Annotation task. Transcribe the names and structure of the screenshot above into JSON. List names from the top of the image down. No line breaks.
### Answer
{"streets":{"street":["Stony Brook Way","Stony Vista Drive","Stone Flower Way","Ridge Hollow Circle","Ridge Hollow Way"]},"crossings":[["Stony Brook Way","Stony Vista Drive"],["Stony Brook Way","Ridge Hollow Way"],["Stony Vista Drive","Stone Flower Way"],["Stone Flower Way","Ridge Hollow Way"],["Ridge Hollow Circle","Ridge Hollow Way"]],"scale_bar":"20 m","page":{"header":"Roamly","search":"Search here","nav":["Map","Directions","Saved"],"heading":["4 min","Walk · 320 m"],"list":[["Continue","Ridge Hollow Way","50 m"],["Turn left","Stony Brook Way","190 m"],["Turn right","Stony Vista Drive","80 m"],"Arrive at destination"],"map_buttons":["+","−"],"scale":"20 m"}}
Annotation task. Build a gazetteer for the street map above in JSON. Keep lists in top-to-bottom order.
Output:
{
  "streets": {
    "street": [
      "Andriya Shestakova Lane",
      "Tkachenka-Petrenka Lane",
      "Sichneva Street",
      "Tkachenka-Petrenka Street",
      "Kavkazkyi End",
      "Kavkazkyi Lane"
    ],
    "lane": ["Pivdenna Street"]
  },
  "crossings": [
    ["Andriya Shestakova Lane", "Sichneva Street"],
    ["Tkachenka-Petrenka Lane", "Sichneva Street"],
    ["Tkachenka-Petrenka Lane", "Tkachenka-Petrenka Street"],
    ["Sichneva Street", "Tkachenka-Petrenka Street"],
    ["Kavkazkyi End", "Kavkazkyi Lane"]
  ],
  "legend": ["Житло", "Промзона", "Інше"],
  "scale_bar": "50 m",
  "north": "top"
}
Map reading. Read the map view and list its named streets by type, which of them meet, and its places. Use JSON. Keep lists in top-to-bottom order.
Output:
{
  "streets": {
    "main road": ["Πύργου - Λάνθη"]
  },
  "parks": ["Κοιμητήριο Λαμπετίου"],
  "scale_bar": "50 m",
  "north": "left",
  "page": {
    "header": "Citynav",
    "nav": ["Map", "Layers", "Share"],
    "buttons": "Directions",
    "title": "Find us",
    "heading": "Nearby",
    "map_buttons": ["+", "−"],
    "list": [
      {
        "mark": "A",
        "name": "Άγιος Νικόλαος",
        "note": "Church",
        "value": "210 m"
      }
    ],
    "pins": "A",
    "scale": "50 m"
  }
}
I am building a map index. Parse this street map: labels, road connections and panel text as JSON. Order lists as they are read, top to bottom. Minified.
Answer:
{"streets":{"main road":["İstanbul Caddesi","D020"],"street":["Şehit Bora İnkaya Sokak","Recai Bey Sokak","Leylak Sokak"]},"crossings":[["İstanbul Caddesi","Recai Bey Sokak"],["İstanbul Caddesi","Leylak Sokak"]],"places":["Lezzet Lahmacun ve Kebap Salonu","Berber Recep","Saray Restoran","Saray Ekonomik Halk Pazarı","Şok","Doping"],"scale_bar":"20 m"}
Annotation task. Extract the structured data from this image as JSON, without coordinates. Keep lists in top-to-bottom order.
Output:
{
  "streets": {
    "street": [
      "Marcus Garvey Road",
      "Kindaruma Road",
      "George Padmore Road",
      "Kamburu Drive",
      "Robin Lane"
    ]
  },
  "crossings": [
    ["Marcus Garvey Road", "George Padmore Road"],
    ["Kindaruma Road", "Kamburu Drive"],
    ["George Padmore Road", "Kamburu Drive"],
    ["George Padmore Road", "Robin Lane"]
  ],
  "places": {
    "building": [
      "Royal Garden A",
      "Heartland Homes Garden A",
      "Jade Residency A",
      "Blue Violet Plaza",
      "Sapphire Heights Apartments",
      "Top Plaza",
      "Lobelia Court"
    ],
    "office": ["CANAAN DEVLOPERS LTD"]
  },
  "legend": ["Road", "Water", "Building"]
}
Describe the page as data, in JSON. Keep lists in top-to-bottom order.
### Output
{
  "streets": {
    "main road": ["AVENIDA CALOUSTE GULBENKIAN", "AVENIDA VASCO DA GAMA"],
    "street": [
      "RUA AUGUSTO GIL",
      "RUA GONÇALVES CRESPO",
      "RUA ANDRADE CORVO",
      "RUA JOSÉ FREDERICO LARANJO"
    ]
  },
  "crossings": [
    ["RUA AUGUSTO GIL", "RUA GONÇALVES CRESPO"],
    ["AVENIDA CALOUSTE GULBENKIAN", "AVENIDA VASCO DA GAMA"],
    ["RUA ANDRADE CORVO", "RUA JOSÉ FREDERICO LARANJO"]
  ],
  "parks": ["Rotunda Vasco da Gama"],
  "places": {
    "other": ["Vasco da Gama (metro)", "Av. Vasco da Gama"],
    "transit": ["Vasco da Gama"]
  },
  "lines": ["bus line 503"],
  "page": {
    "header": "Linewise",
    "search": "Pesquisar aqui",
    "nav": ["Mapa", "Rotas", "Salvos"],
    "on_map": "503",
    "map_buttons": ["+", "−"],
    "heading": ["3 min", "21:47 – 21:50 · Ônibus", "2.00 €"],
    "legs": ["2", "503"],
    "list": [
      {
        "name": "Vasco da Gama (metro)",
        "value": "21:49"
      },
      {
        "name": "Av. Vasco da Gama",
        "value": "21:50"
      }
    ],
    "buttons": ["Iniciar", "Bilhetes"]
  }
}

--- --- ---

▸ **Task description**:
The range runs from the line with "Annotation task. Build" up to and including the line with "Map reading. Read" in the listing above; please write out exactly those lines and nothing more.

▸ **Answer to this exercise**:
Annotation task. Build a gazetteer for the street map above in JSON. Keep lists in top-to-bottom order.
Output:
{
  "streets": {
    "street": [
      "Andriya Shestakova Lane",
      "Tkachenka-Petrenka Lane",
      "Sichneva Street",
      "Tkachenka-Petrenka Street",
      "Kavkazkyi End",
      "Kavkazkyi Lane"
    ],
    "lane": ["Pivdenna Street"]
  },
  "crossings": [
    ["Andriya Shestakova Lane", "Sichneva Street"],
    ["Tkachenka-Petrenka Lane", "Sichneva Street"],
    ["Tkachenka-Petrenka Lane", "Tkachenka-Petrenka Street"],
    ["Sichneva Street", "Tkachenka-Petrenka Street"],
    ["Kavkazkyi End", "Kavkazkyi Lane"]
  ],
  "legend": ["Житло", "Промзона", "Інше"],
  "scale_bar": "50 m",
  "north": "top"
}
Map reading. Read the map view and list its named streets by type, which of them meet, and its places. Use JSON. Keep lists in top-to-bottom order.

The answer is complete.